[[ Data records, beginning ]]

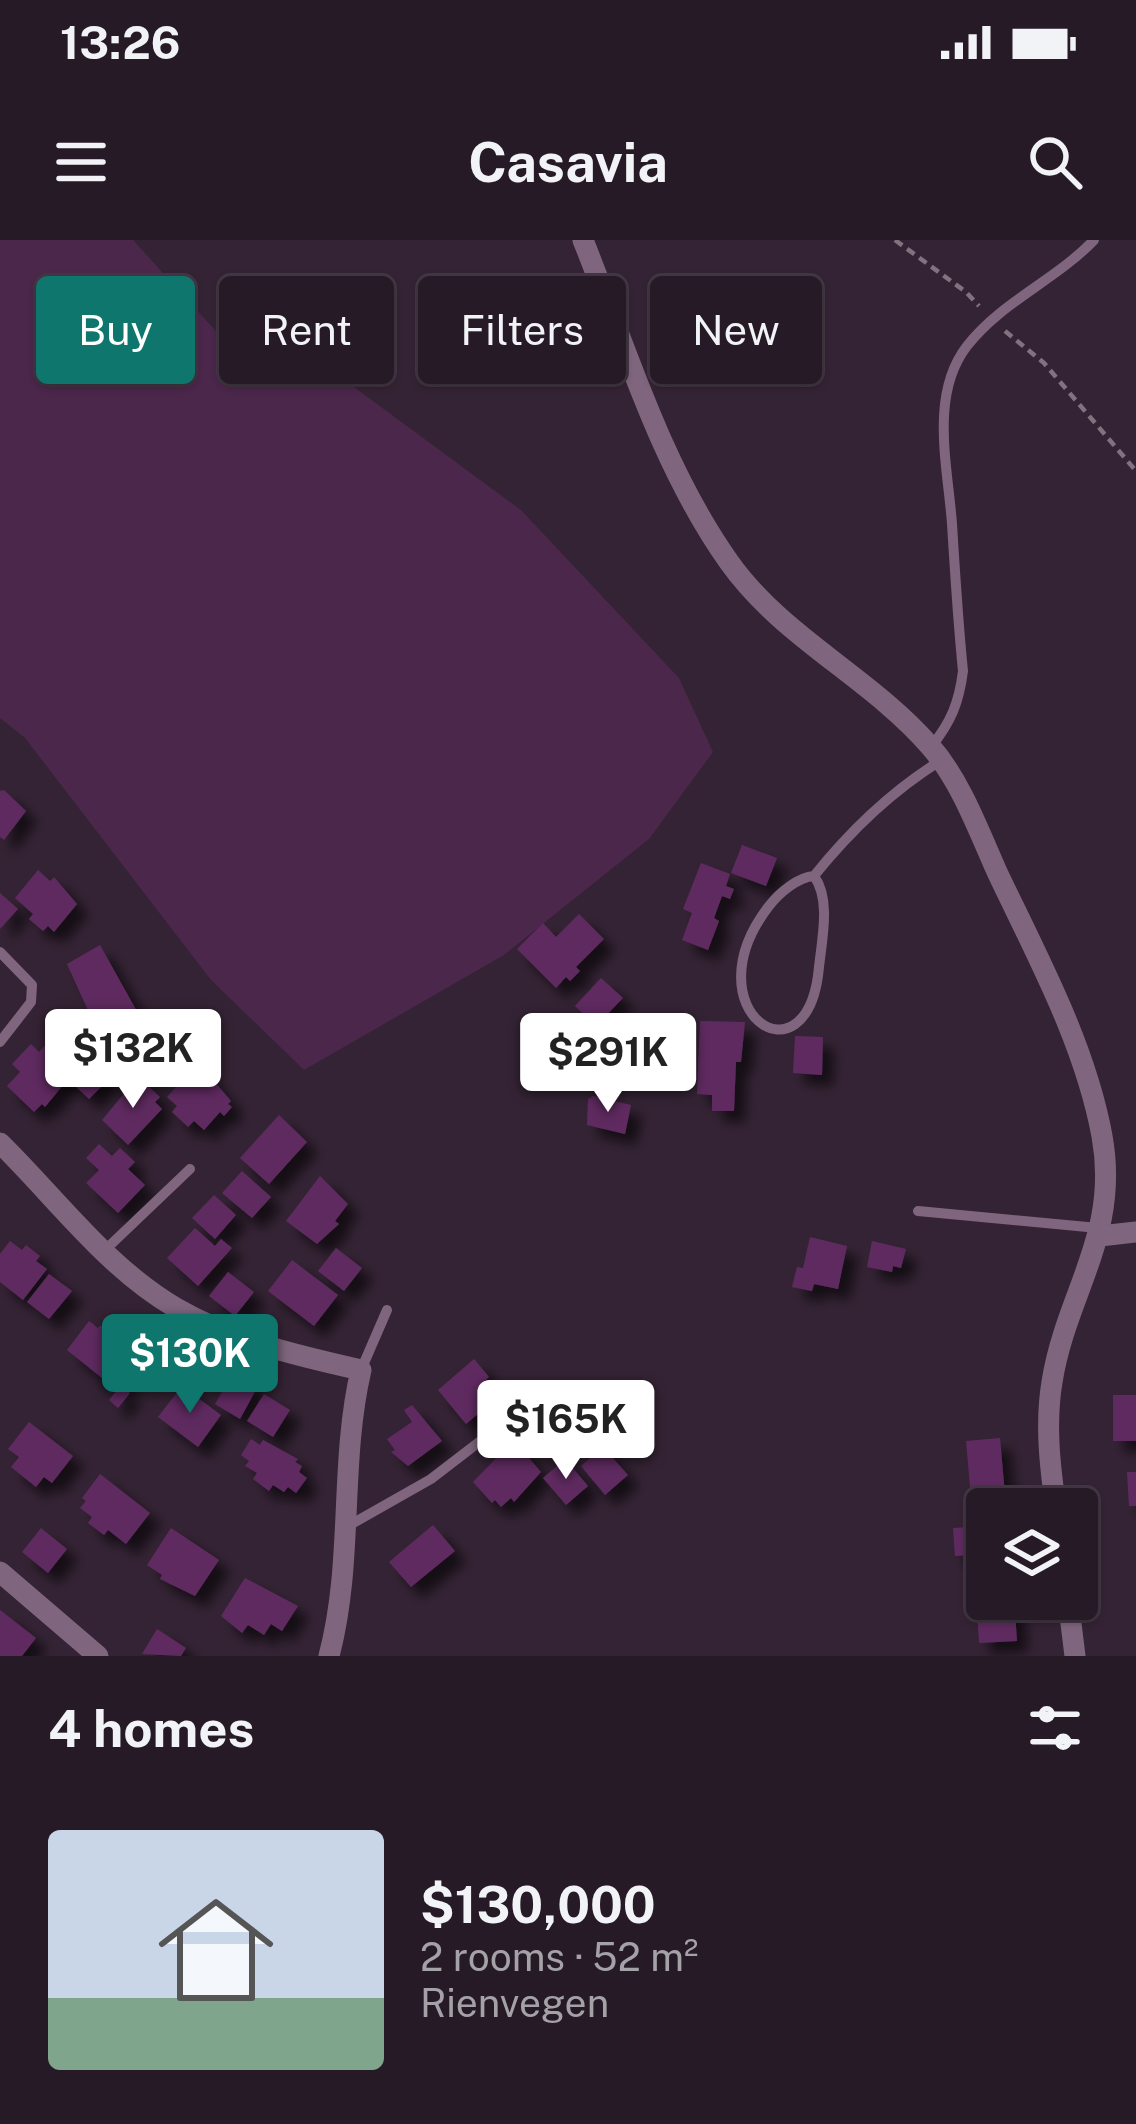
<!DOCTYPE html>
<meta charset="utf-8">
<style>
body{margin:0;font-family:"Public Sans",sans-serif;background:#332733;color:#f1f3f6;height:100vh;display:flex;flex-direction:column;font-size:45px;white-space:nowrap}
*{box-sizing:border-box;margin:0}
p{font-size:39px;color:#a4a1a7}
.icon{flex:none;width:66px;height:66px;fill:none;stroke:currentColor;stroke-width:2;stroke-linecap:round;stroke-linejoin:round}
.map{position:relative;height:1416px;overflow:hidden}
.sheet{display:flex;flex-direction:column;background:#271a27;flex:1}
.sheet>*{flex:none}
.guide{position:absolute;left:36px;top:36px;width:1065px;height:108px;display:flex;gap:24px}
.fabs{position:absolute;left:966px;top:1248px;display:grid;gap:24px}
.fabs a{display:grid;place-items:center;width:132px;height:132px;border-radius:12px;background:#271a27;box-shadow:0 3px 9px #0004,0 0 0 3px #433844;font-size:60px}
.price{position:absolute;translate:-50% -102px;padding:0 27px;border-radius:12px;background:#fff;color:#222;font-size:39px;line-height:78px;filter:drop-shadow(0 3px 6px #0008)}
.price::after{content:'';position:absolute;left:50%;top:72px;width:36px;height:27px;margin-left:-18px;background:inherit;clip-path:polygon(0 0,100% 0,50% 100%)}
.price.active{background:#0f766e;color:#fff}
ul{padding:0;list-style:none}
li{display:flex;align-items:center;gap:36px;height:300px;padding:0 48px}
li span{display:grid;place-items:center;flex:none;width:336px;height:240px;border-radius:12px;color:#555}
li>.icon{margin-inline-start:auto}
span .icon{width:144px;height:144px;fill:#fffc;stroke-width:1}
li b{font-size:51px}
h2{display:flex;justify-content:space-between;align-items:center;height:144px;padding:0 48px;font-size:51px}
.tag{padding:0 42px;border-radius:12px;background:#271a27;box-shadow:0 3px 9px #0004,0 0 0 3px #433844;font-size:42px;line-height:108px}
.tag.active{background:#0f766e;color:#fff}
.status{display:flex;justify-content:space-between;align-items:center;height:84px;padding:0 60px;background:#271a27;direction:ltr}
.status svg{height:33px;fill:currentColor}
header{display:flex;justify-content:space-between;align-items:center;height:156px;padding:0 48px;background:#271a27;font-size:54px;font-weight:700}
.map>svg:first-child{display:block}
</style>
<div class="status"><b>13:26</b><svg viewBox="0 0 49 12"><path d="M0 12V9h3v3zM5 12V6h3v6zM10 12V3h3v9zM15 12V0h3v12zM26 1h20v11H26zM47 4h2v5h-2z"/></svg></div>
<header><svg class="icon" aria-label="menu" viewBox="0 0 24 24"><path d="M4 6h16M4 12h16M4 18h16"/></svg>Casavia<svg class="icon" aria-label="search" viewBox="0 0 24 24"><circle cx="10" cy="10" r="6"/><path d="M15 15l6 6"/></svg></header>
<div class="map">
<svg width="1136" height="1416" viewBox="0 0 1136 1416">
<defs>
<filter id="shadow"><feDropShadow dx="11" dy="11" stdDeviation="6" flood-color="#0009"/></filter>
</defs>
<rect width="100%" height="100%" fill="#342334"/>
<path fill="#4b274b" d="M0,0H133L224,100L354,147L521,270L679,438L713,512L649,599L504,715L304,830L211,740L25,498L0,478Z"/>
<g fill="#5f2c60" filter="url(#shadow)">
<path d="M4,550L26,571L4,600L0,597V551Z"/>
<path d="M742,605L777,618L766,646L731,633Z"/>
<path d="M701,623L730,634L726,646L734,649L730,659L722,656L714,678L719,681L708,710L682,700L692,673L683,669Z"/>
<path d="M38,630L50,641L54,637L77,664L54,692L48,686L43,691L29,679L33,674L15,658Z"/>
<path d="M0,653L18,669L0,689Z"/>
<path d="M579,674L604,699L576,727L580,731L570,741L566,737L556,748L517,709L543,683L556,697Z"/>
<path d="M100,705L139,775L106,793L96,776L92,779L67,724Z"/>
<path d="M601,738L623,758L596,786L575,766Z"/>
<path d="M700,781L745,782L741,822H736L734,871H712V855L697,854Z"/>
<path d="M795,796L823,797L822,835L793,833Z"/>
<path d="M50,800L78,827L45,867L42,864L34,872L7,846L20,832L12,824L31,804L39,812Z"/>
<path d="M90,819L109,839L89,859L69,840Z"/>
<path d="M194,827L204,837L207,833L231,861L228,864L232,867L224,876L220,872L204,890L194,881L188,887L172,872L177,866L167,857Z"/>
<path d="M138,837L160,857L155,862L162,869L128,905L102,880Z"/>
<path d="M593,856L631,865L625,894L587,885L588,859Z"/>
<path d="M279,875L307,902L269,944L240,918Z"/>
<path d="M99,904L112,916L120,908L135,922L128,929L145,945L118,973L86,943L99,930L86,918Z"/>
<path d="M242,931L271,957L252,978L222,953Z"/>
<path d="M320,936L348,964L335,981L339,984L317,1004L286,981Z"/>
<path d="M214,955L236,975L215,999L192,978Z"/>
<path d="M195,988L215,1006L221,999L232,1008L198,1046L167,1018Z"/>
<path d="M810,997L847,1006L838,1049L814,1044L812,1051L792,1047L797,1027L803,1028Z"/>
<path d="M10,1001L22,1010L26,1005L40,1016L36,1021L47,1029L23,1060L0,1042V1014Z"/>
<path d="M872,1001L906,1009L901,1028L893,1026L892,1032L867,1027Z"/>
<path d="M336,1008L362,1028L344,1051L318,1031Z"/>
<path d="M292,1020L338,1055L314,1086L268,1051Z"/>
<path d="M228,1032L254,1052L235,1076L209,1056Z"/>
<path d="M49,1034L72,1051L49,1079L27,1062Z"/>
<path d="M89,1081L98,1088L100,1085L122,1107L125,1104L138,1120L119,1144L130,1153L118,1168L109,1160L117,1150L67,1110Z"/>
<path d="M474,1119L489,1137L484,1141L497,1158L466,1184L438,1150Z"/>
<path d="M233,1133L257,1148L240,1179L215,1164Z"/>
<path d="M597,1142L624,1173L610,1185L616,1192L599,1207L566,1169Z"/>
<path d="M182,1146L221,1175L198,1207L158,1177Z"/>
<path d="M264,1154L290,1170L273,1197L247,1181Z"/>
<rect x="1113" y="1155" width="23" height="46"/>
<path d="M412,1165L442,1201L408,1226L391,1212L395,1210L387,1199L412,1182L404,1170Z"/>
<path d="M29,1182L73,1216L52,1243L44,1237L36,1247L11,1227L19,1217L8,1209Z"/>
<path d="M1000,1198L1006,1266L972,1269L966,1201Z"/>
<path d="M251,1199L260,1205L263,1200L298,1219L295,1222L302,1226L299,1232L307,1238L296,1253L288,1247L284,1252L273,1245L269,1251L253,1239L257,1233L245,1226L249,1221L241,1215Z"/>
<path d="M517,1204L541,1232L514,1262L511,1258L501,1267L495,1260L492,1263L473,1242L508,1206L511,1210Z"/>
<path d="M603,1207L628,1235L605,1255L581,1226Z"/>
<path d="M565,1219L588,1246L566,1265L543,1238Z"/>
<path d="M1127,1232H1136V1266H1129Z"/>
<path d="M100,1234L150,1273L126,1304L108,1290L104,1295L88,1283L92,1277L80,1268L86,1261L82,1258Z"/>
<path d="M433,1285L455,1311L411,1347L389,1322Z"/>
<path d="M987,1286V1314L955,1316L953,1288Z"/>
<path d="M41,1288L67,1309L48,1333L22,1312Z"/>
<path d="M171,1288L219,1320L195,1356L160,1339L162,1335L147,1325Z"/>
<path d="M987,1331V1359H1014L1017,1401L979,1403L975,1332Z"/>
<path d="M245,1338L298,1366L282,1391L271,1384L264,1395L248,1385L242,1393L221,1376Z"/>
<path d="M0,1370L36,1398L22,1416H0Z"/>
<path d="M157,1389L186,1408L181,1416L142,1414Z"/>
</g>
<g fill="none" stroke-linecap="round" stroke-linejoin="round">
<g stroke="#817280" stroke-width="4.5" stroke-dasharray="9 6" stroke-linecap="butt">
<path d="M895,0L966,52L979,66"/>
<path d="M1005,91L1044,123L1136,231"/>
</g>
<g stroke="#7f667e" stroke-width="10">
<path d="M931,507C951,482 959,463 963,431C958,382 955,333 952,284C948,227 929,155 967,106C1001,62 1056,40 1094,0"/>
<path d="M814,636C831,659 822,699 819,727C808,850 688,771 769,666C779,653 798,637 814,636C850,591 892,551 940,521"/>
<path d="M0,712L32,745L31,762L0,802"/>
<path d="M918,971L1098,988"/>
<path d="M104,1011L190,929"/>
<path d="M361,1130L387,1070"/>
<path d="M348,1286L431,1239L539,1156"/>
</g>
<g stroke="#7f667e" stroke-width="21">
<path d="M583,0C626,108 661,226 729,322C782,397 870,437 930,506C961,541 979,592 998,634C1038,718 1085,804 1102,896C1120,995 1066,1053 1052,1142C1045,1184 1050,1227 1056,1269"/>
<path d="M0,903C57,959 106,1027 176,1068C233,1101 299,1116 361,1130C339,1225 354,1321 329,1416"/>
<path d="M1100,996L1136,992"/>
<path d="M0,1332L98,1416"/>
<path d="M1068,1359L1075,1416"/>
</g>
</g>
</svg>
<div class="fabs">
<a><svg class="icon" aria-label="layers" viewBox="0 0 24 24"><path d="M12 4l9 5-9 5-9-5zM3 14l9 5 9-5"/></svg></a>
</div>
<b class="price" style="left:133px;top:871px">$132K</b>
<b class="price" style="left:608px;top:875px">$291K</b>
<b class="price active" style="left:190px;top:1176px">$130K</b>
<b class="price" style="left:566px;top:1242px">$165K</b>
<div class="guide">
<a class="tag active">Buy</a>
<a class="tag">Rent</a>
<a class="tag">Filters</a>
<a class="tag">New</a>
</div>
</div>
<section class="sheet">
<h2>4 homes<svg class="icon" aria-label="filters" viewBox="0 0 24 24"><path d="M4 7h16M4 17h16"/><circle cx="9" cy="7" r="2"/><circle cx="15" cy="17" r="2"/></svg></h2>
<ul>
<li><span style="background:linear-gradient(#c9d6e8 70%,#7fa58c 0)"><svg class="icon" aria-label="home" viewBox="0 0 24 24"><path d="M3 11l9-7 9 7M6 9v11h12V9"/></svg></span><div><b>$130,000</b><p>2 rooms · 52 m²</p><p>Rienvegen</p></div></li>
</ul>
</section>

[[ Data records, end ]]

→ **Assignment**
Note each line above that holds "fabs", then copy all of them.

→ **Answer section**
.fabs{position:absolute;left:966px;top:1248px;display:grid;gap:24px}
.fabs a{display:grid;place-items:center;width:132px;height:132px;border-radius:12px;background:#271a27;box-shadow:0 3px 9px #0004,0 0 0 3px #433844;font-size:60px}
<div class="fabs">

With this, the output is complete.